Given the close historical connection between the Indo-Aryan languages (mostly in the northern part of the Indian subcontinent) and the fact that South Asian languages from different families (i.e., Indo-Aryan, Dravidian, Tibeto-Burman) are part of a Sprachbund (Masica 1976), a common ancestry of the case morphemes is likely. Indeed, Zakharyin 1979, citing historical reconstructions by Bloch (1920), suggests as much. This project therefore sets out to:
a) document and understand the synchronic case systems of South Asian languages;
b) trace the sources of the modern case morphology in these languages;
c) develop a theory about the development and distribution of modern case morphology.
This project undertakes to understand how the semantic fields occupied by ancestral case markers are mapped onto present day case systems, so as to result in a very different distribution of individual markers, but still retain the case alternations that were characteristic of the ancestral case system. This involves:
a) understanding modern South Asian case systems;
b) tracing the sources of modern case marking in several South Asian languages;
c) understanding the semantic fields occupied by the ancestors of the modern case marker;
d) how these semantic spaces/fields map onto to modern case systems and case oppositions.
Initial prime candidates for an examination of modern case systems are Urdu/Hindi, Punjabi, Siraiki, Nepali, Gujarati, Marathi, and Bengali. These are all Indo-Aryan languages, but the project will include a comparative look at Dravidian. This is because the semantic case oppositions are typical not just of Indo-Aryan languages, but of the larger South Asian language area(Sprachbund).
There are thus several major components to the project:
a) Synchronic investigation of the kinds of case alternations that exist today in South Asian languages.

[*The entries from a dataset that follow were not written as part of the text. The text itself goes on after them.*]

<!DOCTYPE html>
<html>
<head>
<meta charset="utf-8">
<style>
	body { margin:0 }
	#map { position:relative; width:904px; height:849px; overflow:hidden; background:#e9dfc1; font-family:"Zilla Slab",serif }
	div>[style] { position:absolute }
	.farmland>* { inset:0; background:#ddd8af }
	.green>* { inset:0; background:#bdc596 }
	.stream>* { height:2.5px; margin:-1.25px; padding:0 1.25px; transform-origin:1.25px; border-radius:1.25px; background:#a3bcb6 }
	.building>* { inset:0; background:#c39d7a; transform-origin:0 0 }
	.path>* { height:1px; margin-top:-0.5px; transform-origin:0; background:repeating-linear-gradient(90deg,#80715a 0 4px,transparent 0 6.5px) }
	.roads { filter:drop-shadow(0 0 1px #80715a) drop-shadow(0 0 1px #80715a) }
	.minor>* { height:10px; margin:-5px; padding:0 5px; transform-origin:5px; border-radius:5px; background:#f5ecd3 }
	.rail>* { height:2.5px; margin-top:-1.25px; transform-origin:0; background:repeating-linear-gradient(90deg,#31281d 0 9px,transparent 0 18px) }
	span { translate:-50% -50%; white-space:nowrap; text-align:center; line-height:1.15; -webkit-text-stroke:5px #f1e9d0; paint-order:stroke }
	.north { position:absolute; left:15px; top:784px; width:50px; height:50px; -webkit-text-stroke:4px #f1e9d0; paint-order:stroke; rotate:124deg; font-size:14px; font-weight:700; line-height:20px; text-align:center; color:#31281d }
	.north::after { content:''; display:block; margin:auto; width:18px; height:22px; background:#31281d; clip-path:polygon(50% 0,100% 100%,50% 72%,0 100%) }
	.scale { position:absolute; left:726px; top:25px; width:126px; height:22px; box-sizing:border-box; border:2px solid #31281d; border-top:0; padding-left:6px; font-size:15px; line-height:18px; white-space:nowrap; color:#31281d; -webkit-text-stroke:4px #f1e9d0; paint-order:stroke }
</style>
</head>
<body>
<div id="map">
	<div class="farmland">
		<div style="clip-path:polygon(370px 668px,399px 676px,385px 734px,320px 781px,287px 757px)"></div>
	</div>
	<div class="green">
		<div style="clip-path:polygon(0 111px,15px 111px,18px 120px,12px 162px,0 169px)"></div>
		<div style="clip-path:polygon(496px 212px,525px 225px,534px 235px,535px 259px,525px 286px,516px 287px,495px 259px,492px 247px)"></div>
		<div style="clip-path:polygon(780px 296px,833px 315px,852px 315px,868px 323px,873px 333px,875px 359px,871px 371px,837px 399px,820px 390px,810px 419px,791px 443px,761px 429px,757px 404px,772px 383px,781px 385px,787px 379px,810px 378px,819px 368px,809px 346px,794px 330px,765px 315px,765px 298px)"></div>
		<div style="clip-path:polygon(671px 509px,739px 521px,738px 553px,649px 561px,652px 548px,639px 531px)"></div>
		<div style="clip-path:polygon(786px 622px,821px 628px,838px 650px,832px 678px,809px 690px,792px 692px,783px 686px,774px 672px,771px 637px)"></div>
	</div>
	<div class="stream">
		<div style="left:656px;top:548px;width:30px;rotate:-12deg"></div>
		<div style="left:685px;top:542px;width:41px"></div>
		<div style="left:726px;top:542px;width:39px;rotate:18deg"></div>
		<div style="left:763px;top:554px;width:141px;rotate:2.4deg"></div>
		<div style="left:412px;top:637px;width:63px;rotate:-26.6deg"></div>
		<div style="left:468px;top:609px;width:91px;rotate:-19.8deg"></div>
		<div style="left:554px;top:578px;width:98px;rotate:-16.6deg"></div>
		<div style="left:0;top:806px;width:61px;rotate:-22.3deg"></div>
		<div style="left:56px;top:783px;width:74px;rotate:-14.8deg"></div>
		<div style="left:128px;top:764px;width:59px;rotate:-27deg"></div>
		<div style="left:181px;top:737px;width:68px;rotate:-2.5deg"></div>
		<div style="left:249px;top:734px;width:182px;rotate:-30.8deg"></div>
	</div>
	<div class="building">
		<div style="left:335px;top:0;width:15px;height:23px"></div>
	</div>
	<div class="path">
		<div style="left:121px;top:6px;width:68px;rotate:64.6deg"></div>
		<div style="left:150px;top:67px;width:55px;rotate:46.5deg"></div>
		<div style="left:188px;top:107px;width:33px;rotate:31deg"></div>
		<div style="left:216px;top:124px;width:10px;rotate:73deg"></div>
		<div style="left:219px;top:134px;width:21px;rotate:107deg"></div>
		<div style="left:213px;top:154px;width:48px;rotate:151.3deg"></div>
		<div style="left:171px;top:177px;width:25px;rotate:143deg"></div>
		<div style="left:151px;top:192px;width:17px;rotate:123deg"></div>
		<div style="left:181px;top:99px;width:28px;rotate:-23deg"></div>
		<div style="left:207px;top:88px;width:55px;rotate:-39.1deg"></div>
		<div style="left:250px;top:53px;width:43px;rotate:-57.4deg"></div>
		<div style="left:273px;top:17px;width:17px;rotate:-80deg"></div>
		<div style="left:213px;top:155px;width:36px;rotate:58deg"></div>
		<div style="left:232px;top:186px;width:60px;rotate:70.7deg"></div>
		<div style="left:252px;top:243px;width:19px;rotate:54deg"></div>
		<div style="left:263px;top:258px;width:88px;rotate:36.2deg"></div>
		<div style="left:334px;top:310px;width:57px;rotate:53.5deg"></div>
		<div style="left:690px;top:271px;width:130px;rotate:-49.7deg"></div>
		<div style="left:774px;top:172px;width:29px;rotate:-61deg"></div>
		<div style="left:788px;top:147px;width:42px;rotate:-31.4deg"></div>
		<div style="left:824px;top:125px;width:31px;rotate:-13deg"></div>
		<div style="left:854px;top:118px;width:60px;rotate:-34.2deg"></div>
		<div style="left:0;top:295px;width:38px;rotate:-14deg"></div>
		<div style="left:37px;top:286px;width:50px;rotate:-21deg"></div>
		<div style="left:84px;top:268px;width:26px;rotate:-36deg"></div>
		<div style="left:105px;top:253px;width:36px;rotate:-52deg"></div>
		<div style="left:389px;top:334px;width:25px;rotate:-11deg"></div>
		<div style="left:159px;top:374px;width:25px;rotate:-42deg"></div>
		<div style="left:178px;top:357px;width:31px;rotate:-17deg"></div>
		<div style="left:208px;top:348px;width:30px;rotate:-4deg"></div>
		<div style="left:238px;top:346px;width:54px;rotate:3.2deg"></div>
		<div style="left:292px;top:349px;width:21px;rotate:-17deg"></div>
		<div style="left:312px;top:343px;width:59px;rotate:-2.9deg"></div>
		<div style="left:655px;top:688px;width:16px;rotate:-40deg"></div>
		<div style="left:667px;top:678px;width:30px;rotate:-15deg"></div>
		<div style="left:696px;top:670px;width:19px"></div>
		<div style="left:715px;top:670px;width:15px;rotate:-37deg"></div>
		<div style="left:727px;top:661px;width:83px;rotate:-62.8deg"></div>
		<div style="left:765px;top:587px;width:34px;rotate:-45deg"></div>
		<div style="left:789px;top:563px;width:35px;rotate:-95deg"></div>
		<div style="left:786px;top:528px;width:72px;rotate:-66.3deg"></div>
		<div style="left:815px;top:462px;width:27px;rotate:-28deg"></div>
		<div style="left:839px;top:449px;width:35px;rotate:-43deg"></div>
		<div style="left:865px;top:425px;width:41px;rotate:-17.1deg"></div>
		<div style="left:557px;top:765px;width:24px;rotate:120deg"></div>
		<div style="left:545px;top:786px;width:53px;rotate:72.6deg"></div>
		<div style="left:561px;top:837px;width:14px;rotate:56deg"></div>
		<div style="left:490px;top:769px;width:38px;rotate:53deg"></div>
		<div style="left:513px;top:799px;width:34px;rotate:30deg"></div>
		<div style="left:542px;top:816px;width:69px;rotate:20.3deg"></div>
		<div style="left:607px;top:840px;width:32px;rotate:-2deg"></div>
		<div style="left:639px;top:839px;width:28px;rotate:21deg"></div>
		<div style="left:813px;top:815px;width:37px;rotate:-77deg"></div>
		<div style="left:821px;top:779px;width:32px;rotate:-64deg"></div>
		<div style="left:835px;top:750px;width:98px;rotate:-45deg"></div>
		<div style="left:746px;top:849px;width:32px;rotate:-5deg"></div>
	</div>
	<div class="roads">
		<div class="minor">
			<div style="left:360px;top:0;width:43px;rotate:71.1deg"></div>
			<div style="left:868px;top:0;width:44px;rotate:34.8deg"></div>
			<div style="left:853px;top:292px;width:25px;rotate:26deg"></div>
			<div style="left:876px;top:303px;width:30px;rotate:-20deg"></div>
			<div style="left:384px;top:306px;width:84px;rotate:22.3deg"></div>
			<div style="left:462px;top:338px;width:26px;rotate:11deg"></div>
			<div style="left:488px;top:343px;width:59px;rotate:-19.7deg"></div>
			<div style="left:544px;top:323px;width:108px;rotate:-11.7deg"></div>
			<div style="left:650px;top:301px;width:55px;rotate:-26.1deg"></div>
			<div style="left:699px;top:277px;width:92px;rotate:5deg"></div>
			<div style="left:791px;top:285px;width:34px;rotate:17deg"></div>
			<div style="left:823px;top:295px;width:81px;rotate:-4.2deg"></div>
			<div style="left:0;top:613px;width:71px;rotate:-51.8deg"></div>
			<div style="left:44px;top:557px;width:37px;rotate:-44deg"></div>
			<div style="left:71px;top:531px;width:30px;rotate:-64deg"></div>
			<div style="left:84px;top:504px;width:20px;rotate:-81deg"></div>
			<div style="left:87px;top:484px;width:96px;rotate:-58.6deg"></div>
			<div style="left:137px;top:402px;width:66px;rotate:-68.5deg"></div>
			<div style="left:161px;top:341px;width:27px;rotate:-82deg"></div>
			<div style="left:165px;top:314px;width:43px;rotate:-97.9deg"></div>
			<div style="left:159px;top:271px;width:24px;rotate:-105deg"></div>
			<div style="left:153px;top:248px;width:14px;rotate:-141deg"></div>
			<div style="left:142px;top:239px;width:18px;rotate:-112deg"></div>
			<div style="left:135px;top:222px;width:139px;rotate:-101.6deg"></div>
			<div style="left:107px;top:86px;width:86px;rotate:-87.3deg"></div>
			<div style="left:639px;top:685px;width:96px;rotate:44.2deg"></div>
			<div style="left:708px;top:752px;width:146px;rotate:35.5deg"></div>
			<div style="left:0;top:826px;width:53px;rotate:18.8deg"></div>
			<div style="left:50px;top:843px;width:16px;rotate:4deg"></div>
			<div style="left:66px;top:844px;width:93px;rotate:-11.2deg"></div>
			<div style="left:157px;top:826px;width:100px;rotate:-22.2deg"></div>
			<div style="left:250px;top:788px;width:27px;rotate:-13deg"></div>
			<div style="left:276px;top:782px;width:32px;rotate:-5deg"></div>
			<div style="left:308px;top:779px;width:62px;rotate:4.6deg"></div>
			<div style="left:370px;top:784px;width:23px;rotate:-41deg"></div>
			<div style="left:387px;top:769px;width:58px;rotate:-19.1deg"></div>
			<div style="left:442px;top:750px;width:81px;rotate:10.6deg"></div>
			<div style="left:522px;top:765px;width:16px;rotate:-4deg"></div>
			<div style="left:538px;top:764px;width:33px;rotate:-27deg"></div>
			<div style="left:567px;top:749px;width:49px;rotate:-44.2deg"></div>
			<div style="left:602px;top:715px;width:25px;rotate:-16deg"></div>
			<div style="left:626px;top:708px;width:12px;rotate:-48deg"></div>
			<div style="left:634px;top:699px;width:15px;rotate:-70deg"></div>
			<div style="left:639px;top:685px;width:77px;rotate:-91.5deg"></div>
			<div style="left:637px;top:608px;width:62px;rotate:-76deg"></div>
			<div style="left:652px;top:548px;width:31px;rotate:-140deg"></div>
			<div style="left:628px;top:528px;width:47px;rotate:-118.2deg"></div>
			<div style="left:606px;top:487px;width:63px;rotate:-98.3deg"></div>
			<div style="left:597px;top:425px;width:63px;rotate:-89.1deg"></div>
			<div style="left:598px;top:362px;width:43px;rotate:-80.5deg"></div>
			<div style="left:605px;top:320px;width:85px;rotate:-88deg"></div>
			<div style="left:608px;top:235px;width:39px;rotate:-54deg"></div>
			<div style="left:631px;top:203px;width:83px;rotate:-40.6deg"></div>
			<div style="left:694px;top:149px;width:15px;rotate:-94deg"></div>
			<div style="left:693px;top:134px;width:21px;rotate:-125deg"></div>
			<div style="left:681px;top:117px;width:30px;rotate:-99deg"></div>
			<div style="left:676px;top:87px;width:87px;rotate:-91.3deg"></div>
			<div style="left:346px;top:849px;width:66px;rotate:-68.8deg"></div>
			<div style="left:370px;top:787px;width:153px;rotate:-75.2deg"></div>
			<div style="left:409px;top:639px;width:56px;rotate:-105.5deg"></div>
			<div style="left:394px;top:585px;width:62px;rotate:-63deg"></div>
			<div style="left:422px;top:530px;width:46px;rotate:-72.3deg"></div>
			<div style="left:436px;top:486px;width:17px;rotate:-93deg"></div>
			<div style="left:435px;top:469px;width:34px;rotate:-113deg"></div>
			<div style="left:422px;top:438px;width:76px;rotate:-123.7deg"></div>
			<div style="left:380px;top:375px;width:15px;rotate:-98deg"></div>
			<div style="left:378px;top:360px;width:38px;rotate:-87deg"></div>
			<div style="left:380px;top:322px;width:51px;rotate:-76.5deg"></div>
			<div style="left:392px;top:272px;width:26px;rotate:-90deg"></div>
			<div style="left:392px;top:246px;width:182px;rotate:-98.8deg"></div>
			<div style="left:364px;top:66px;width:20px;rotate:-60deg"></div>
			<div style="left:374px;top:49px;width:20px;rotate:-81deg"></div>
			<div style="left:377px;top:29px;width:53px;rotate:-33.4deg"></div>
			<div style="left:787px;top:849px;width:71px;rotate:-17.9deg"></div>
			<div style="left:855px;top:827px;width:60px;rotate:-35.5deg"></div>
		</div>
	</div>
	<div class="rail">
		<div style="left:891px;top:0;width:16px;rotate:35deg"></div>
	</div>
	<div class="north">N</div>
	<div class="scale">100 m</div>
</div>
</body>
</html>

This involves arriving at a detailed understanding of the morphosyntactic factors governing the case system, as well as being able to articulate a precise semantic understanding of the oppositions.
b) Diachronic investigation establishing the sources of the modern case markers.
c) Formulation of a theory of historical development of new case markers, which takes into account how the semantic fields denoted by an ancestral element interact with existing semantic alternations in the language.
Two sub-goals of the project are:
a) Arrive at an understanding of why a certain form ends up as an ergative in one language, but as a dative in another language (or even within the same language) and a genitive in a third, i.e., to understand the underlying affinity between ergatives, datives, instrumentals and genitives.
b) Understand how underlying case oppositions (case alternations) can remain stable despite a massive change in the attendent morphophonological material.